**WHAT IS REQUIRED**
Only the lines from the first line of the records through the line containing "What data does" belong in the answer. Copy them exactly.

**DATA IN THIS EXERCISE**
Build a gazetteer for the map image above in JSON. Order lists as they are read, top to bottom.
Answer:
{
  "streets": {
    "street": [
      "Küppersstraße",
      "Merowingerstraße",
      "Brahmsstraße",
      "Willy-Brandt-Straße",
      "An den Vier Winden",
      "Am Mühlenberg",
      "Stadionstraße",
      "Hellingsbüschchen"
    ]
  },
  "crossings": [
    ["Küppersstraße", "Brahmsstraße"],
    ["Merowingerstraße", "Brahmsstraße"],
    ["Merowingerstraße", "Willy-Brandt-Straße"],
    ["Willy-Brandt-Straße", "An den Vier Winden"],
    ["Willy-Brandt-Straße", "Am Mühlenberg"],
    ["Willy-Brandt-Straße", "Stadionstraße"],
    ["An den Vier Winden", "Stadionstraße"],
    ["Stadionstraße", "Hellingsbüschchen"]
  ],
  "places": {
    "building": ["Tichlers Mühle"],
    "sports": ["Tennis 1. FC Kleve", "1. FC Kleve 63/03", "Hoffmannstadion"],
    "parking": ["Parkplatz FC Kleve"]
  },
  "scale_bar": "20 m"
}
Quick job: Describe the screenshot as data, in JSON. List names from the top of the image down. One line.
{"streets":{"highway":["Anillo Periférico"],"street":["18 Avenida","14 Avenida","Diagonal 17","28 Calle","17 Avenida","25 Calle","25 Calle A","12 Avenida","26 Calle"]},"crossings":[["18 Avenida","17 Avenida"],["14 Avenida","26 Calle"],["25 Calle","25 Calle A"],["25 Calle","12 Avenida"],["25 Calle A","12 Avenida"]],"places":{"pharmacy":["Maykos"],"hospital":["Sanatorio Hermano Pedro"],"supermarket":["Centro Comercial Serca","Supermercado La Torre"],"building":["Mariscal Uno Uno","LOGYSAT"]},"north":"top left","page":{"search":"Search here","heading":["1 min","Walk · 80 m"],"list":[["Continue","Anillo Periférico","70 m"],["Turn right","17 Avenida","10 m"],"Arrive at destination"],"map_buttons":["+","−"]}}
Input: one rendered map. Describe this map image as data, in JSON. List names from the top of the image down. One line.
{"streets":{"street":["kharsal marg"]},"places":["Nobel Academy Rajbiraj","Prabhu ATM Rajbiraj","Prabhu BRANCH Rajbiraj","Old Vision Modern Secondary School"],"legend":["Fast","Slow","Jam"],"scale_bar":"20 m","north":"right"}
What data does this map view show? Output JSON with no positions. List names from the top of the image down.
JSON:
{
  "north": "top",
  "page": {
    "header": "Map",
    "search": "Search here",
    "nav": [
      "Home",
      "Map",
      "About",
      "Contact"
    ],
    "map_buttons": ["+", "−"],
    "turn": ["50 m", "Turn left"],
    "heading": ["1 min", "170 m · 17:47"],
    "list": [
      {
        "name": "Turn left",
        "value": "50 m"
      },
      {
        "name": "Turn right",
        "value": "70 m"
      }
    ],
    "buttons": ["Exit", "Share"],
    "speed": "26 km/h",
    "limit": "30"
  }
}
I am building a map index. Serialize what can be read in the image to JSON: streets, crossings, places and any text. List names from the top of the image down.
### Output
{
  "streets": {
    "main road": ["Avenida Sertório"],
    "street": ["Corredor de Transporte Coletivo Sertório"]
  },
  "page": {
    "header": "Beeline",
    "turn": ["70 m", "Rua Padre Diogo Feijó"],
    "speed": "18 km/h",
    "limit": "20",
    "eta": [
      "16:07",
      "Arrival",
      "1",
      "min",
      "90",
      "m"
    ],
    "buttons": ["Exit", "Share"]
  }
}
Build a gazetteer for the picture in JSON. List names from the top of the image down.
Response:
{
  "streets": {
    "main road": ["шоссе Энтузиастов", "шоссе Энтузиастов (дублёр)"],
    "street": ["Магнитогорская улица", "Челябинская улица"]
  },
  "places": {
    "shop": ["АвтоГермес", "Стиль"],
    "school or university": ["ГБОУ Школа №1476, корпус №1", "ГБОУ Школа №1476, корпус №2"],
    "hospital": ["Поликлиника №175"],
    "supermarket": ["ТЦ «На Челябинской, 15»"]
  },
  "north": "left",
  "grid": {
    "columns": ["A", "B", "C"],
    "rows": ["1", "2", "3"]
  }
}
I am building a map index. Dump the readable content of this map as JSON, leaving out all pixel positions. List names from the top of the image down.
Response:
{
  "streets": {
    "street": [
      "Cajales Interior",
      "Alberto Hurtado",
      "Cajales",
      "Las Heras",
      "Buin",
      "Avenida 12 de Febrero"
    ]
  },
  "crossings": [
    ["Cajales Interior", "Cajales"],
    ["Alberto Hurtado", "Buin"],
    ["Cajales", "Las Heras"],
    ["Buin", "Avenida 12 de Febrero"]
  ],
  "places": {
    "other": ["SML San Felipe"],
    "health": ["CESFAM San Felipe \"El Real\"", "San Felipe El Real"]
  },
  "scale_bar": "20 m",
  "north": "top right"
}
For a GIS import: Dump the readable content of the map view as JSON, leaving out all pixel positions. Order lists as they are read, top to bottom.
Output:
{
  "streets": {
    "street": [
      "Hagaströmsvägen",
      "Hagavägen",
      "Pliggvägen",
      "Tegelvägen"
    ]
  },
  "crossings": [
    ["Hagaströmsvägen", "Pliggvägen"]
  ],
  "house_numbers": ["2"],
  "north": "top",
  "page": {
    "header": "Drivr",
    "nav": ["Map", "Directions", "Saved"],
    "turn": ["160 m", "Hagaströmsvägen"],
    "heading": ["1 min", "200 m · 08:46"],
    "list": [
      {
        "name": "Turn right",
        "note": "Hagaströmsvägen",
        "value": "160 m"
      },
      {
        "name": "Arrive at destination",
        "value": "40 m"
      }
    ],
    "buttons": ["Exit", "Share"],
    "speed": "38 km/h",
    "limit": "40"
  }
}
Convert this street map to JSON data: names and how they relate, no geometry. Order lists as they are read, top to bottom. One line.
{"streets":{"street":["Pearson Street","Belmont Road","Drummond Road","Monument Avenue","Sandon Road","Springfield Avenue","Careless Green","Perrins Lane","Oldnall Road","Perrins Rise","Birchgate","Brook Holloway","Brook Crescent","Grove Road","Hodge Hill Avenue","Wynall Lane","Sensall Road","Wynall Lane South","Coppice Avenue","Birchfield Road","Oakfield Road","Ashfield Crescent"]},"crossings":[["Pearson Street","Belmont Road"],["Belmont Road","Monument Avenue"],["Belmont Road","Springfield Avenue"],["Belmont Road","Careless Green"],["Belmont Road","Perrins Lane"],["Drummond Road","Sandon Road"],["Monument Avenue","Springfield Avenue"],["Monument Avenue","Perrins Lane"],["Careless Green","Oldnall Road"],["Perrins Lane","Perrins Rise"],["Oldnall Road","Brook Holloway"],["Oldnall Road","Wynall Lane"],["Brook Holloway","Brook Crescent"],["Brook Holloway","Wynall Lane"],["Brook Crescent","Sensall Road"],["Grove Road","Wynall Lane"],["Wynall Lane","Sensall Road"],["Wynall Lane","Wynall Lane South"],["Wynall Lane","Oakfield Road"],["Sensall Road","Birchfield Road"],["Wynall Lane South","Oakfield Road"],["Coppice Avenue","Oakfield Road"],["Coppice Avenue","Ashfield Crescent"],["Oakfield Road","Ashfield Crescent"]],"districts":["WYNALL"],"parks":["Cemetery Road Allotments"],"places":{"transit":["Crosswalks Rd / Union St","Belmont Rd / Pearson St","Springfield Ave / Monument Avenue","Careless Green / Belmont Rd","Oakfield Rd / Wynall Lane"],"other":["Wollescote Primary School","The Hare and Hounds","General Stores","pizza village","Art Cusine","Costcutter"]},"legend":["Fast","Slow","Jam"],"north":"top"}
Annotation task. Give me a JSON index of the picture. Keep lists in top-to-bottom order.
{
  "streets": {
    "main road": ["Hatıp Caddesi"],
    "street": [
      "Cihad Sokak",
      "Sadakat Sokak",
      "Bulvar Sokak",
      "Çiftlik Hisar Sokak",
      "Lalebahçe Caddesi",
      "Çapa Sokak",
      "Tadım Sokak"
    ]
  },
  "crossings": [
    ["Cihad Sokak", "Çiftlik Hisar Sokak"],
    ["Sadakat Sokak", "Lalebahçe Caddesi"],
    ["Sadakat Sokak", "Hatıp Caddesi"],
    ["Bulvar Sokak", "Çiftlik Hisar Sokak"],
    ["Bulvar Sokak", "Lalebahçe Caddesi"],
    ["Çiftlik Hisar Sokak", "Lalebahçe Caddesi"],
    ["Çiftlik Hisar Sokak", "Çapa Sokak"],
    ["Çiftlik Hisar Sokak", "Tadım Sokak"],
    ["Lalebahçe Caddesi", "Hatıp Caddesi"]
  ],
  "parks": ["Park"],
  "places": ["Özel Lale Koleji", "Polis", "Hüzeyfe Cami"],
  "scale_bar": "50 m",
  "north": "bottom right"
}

**OUTPUT FOR THIS TASK**
Build a gazetteer for the map image above in JSON. Order lists as they are read, top to bottom.
Answer:
{
  "streets": {
    "street": [
      "Küppersstraße",
      "Merowingerstraße",
      "Brahmsstraße",
      "Willy-Brandt-Straße",
      "An den Vier Winden",
      "Am Mühlenberg",
      "Stadionstraße",
      "Hellingsbüschchen"
    ]
  },
  "crossings": [
    ["Küppersstraße", "Brahmsstraße"],
    ["Merowingerstraße", "Brahmsstraße"],
    ["Merowingerstraße", "Willy-Brandt-Straße"],
    ["Willy-Brandt-Straße", "An den Vier Winden"],
    ["Willy-Brandt-Straße", "Am Mühlenberg"],
    ["Willy-Brandt-Straße", "Stadionstraße"],
    ["An den Vier Winden", "Stadionstraße"],
    ["Stadionstraße", "Hellingsbüschchen"]
  ],
  "places": {
    "building": ["Tichlers Mühle"],
    "sports": ["Tennis 1. FC Kleve", "1. FC Kleve 63/03", "Hoffmannstadion"],
    "parking": ["Parkplatz FC Kleve"]
  },
  "scale_bar": "20 m"
}
Quick job: Describe the screenshot as data, in JSON. List names from the top of the image down. One line.
{"streets":{"highway":["Anillo Periférico"],"street":["18 Avenida","14 Avenida","Diagonal 17","28 Calle","17 Avenida","25 Calle","25 Calle A","12 Avenida","26 Calle"]},"crossings":[["18 Avenida","17 Avenida"],["14 Avenida","26 Calle"],["25 Calle","25 Calle A"],["25 Calle","12 Avenida"],["25 Calle A","12 Avenida"]],"places":{"pharmacy":["Maykos"],"hospital":["Sanatorio Hermano Pedro"],"supermarket":["Centro Comercial Serca","Supermercado La Torre"],"building":["Mariscal Uno Uno","LOGYSAT"]},"north":"top left","page":{"search":"Search here","heading":["1 min","Walk · 80 m"],"list":[["Continue","Anillo Periférico","70 m"],["Turn right","17 Avenida","10 m"],"Arrive at destination"],"map_buttons":["+","−"]}}
Input: one rendered map. Describe this map image as data, in JSON. List names from the top of the image down. One line.
{"streets":{"street":["kharsal marg"]},"places":["Nobel Academy Rajbiraj","Prabhu ATM Rajbiraj","Prabhu BRANCH Rajbiraj","Old Vision Modern Secondary School"],"legend":["Fast","Slow","Jam"],"scale_bar":"20 m","north":"right"}
What data does this map view show? Output JSON with no positions. List names from the top of the image down.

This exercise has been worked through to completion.